*TASK BRIEF*.
Reproduce the following records exactly from the line containing "Summarize the content" onward, ending with the last line and including it.

*DATA FOR THIS EXERCISE*.
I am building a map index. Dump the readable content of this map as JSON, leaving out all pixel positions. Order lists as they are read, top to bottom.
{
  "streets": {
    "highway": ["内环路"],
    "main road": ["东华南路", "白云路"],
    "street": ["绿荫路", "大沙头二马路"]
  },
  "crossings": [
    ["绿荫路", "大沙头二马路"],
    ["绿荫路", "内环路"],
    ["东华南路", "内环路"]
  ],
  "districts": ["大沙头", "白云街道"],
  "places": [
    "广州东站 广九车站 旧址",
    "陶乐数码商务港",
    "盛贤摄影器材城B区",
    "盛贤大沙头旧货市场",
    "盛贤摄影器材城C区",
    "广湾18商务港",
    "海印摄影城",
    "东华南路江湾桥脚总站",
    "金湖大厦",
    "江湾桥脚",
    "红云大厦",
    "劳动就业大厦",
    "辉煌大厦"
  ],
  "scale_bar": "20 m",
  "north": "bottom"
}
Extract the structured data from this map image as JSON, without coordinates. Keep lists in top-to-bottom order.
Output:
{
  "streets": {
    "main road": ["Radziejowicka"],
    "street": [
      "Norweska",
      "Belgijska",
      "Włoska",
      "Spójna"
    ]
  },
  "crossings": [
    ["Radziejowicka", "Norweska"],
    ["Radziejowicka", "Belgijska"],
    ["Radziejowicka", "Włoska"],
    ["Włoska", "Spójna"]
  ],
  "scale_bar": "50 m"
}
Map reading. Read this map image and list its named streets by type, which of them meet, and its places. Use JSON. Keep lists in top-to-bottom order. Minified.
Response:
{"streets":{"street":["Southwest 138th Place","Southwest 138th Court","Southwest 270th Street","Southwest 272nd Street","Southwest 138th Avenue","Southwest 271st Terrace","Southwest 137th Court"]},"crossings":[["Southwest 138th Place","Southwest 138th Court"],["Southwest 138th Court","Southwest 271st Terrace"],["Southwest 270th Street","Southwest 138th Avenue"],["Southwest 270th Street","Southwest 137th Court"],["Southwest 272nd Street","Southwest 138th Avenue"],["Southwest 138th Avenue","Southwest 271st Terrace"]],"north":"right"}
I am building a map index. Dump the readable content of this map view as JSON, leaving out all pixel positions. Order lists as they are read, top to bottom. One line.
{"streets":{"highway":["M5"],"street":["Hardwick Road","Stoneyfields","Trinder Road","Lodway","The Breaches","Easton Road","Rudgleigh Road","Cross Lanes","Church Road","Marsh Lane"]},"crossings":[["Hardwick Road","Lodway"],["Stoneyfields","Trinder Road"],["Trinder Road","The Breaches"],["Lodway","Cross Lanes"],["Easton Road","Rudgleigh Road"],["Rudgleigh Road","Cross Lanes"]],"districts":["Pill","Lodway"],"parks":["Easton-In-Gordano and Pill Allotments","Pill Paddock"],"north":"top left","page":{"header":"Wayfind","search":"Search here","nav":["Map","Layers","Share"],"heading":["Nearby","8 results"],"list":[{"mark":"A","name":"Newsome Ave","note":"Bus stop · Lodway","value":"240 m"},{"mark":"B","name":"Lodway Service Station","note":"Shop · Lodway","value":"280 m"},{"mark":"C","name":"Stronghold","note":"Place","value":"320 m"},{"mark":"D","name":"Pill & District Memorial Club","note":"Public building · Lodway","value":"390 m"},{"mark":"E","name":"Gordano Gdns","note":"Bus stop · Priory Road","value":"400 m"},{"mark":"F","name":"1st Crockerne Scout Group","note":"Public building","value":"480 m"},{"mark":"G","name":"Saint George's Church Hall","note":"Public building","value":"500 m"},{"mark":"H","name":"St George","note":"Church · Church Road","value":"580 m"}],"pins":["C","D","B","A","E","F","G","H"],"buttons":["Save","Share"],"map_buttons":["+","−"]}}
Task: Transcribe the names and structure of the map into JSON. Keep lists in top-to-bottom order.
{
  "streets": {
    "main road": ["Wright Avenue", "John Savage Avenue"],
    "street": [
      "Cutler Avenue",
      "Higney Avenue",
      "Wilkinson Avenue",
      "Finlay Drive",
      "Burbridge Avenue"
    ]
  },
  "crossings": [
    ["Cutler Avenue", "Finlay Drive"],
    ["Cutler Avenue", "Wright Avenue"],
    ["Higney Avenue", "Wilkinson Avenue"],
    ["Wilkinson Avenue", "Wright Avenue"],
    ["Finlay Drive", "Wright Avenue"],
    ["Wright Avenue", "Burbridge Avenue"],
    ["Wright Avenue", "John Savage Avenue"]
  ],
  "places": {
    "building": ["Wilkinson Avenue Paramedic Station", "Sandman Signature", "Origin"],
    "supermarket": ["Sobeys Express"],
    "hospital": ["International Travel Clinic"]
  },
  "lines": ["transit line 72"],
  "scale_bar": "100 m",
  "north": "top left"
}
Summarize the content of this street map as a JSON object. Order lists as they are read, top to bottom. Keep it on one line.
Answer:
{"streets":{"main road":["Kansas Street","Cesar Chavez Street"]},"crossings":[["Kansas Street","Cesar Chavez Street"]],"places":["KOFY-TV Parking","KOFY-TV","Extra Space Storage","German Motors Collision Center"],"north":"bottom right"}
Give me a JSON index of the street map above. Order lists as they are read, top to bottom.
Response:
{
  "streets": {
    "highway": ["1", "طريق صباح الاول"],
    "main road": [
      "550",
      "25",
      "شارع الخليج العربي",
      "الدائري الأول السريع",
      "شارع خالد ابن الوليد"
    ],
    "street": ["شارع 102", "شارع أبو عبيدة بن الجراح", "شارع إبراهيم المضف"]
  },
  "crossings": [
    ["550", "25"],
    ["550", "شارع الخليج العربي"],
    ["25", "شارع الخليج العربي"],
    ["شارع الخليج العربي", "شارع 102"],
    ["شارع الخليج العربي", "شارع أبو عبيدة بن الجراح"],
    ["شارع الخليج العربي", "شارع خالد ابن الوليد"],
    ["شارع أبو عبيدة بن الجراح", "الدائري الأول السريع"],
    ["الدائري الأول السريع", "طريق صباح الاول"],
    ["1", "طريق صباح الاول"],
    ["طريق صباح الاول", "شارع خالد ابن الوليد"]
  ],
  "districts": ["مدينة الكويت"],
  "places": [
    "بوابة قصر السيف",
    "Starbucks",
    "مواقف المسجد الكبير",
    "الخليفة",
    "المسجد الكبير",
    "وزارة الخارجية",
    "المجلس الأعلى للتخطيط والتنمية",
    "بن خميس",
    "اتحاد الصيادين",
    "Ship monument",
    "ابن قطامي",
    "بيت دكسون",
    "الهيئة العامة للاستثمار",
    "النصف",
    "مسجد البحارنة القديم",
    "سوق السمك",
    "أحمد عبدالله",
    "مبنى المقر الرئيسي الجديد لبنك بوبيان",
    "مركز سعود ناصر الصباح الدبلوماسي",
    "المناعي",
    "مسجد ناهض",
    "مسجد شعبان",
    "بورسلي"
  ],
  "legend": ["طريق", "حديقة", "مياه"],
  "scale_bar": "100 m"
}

*ANSWER BOX*.
Summarize the content of this street map as a JSON object. Order lists as they are read, top to bottom. Keep it on one line.
Answer:
{"streets":{"main road":["Kansas Street","Cesar Chavez Street"]},"crossings":[["Kansas Street","Cesar Chavez Street"]],"places":["KOFY-TV Parking","KOFY-TV","Extra Space Storage","German Motors Collision Center"],"north":"bottom right"}
Give me a JSON index of the street map above. Order lists as they are read, top to bottom.
Response:
{
  "streets": {
    "highway": ["1", "طريق صباح الاول"],
    "main road": [
      "550",
      "25",
      "شارع الخليج العربي",
      "الدائري الأول السريع",
      "شارع خالد ابن الوليد"
    ],
    "street": ["شارع 102", "شارع أبو عبيدة بن الجراح", "شارع إبراهيم المضف"]
  },
  "crossings": [
    ["550", "25"],
    ["550", "شارع الخليج العربي"],
    ["25", "شارع الخليج العربي"],
    ["شارع الخليج العربي", "شارع 102"],
    ["شارع الخليج العربي", "شارع أبو عبيدة بن الجراح"],
    ["شارع الخليج العربي", "شارع خالد ابن الوليد"],
    ["شارع أبو عبيدة بن الجراح", "الدائري الأول السريع"],
    ["الدائري الأول السريع", "طريق صباح الاول"],
    ["1", "طريق صباح الاول"],
    ["طريق صباح الاول", "شارع خالد ابن الوليد"]
  ],
  "districts": ["مدينة الكويت"],
  "places": [
    "بوابة قصر السيف",
    "Starbucks",
    "مواقف المسجد الكبير",
    "الخليفة",
    "المسجد الكبير",
    "وزارة الخارجية",
    "المجلس الأعلى للتخطيط والتنمية",
    "بن خميس",
    "اتحاد الصيادين",
    "Ship monument",
    "ابن قطامي",
    "بيت دكسون",
    "الهيئة العامة للاستثمار",
    "النصف",
    "مسجد البحارنة القديم",
    "سوق السمك",
    "أحمد عبدالله",
    "مبنى المقر الرئيسي الجديد لبنك بوبيان",
    "مركز سعود ناصر الصباح الدبلوماسي",
    "المناعي",
    "مسجد ناهض",
    "مسجد شعبان",
    "بورسلي"
  ],
  "legend": ["طريق", "حديقة", "مياه"],
  "scale_bar": "100 m"
}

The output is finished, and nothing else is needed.